_TASK REQUIREMENTS:_
If an entry holds a picture, leave that picture out. Give everything else again exactly.

== GIVEN DATA ==

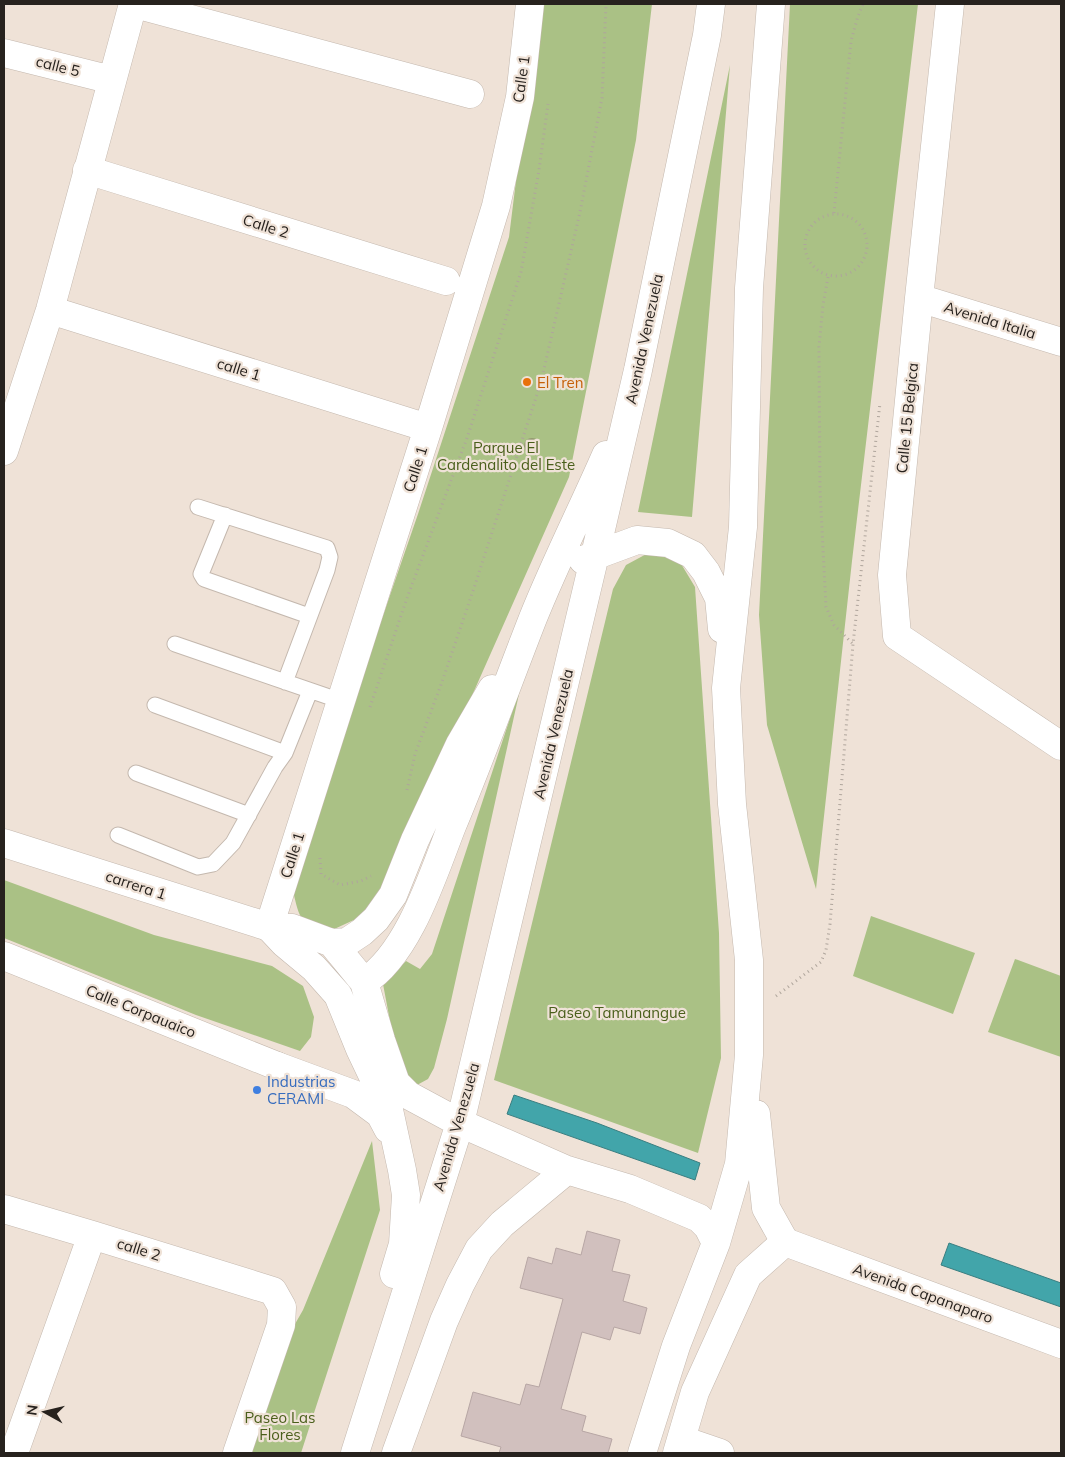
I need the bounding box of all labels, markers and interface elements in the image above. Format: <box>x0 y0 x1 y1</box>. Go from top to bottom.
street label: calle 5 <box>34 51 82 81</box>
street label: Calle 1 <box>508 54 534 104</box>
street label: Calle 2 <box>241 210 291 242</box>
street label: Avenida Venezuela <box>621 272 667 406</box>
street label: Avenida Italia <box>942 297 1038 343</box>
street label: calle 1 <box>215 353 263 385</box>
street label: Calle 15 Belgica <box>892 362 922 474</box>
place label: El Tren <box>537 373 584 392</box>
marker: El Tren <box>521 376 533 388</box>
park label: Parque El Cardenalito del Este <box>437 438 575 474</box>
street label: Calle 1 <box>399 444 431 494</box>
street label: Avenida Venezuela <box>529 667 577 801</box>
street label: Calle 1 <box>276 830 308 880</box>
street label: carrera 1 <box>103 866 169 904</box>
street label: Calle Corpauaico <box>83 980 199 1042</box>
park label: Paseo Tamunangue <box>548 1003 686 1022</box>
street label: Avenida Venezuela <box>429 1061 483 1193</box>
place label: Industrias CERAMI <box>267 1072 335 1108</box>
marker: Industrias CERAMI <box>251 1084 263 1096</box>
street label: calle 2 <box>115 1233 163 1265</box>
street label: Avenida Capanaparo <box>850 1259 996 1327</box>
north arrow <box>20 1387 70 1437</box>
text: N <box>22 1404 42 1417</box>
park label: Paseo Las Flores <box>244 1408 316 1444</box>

===

_RESULT OF THIS EXERCISE:_
I need the bounding box of all labels, markers and interface elements in the image above. Format: <box>x0 y0 x1 y1</box>. Go from top to bottom.
street label: calle 5 <box>34 51 82 81</box>
street label: Calle 1 <box>508 54 534 104</box>
street label: Calle 2 <box>241 210 291 242</box>
street label: Avenida Venezuela <box>621 272 667 406</box>
street label: Avenida Italia <box>942 297 1038 343</box>
street label: calle 1 <box>215 353 263 385</box>
street label: Calle 15 Belgica <box>892 362 922 474</box>
place label: El Tren <box>537 373 584 392</box>
marker: El Tren <box>521 376 533 388</box>
park label: Parque El Cardenalito del Este <box>437 438 575 474</box>
street label: Calle 1 <box>399 444 431 494</box>
street label: Avenida Venezuela <box>529 667 577 801</box>
street label: Calle 1 <box>276 830 308 880</box>
street label: carrera 1 <box>103 866 169 904</box>
street label: Calle Corpauaico <box>83 980 199 1042</box>
park label: Paseo Tamunangue <box>548 1003 686 1022</box>
street label: Avenida Venezuela <box>429 1061 483 1193</box>
place label: Industrias CERAMI <box>267 1072 335 1108</box>
marker: Industrias CERAMI <box>251 1084 263 1096</box>
street label: calle 2 <box>115 1233 163 1265</box>
street label: Avenida Capanaparo <box>850 1259 996 1327</box>
north arrow <box>20 1387 70 1437</box>
text: N <box>22 1404 42 1417</box>
park label: Paseo Las Flores <box>244 1408 316 1444</box>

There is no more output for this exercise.